* _What is required_: Would you write out the data below exactly, with every line intact?

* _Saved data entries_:

+-------+

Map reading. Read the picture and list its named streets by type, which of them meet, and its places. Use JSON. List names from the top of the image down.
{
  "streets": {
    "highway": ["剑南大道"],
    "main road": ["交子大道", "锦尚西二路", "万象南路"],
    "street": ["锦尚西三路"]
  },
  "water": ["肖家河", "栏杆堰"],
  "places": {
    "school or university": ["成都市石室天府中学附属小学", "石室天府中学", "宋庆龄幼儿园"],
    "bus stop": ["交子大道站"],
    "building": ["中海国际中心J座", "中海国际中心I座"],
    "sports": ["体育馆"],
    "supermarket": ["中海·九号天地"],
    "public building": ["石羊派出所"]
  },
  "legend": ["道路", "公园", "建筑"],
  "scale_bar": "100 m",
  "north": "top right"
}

+-------+

* _Written answer_:
Map reading. Read the picture and list its named streets by type, which of them meet, and its places. Use JSON. List names from the top of the image down.
{
  "streets": {
    "highway": ["剑南大道"],
    "main road": ["交子大道", "锦尚西二路", "万象南路"],
    "street": ["锦尚西三路"]
  },
  "water": ["肖家河", "栏杆堰"],
  "places": {
    "school or university": ["成都市石室天府中学附属小学", "石室天府中学", "宋庆龄幼儿园"],
    "bus stop": ["交子大道站"],
    "building": ["中海国际中心J座", "中海国际中心I座"],
    "sports": ["体育馆"],
    "supermarket": ["中海·九号天地"],
    "public building": ["石羊派出所"]
  },
  "legend": ["道路", "公园", "建筑"],
  "scale_bar": "100 m",
  "north": "top right"
}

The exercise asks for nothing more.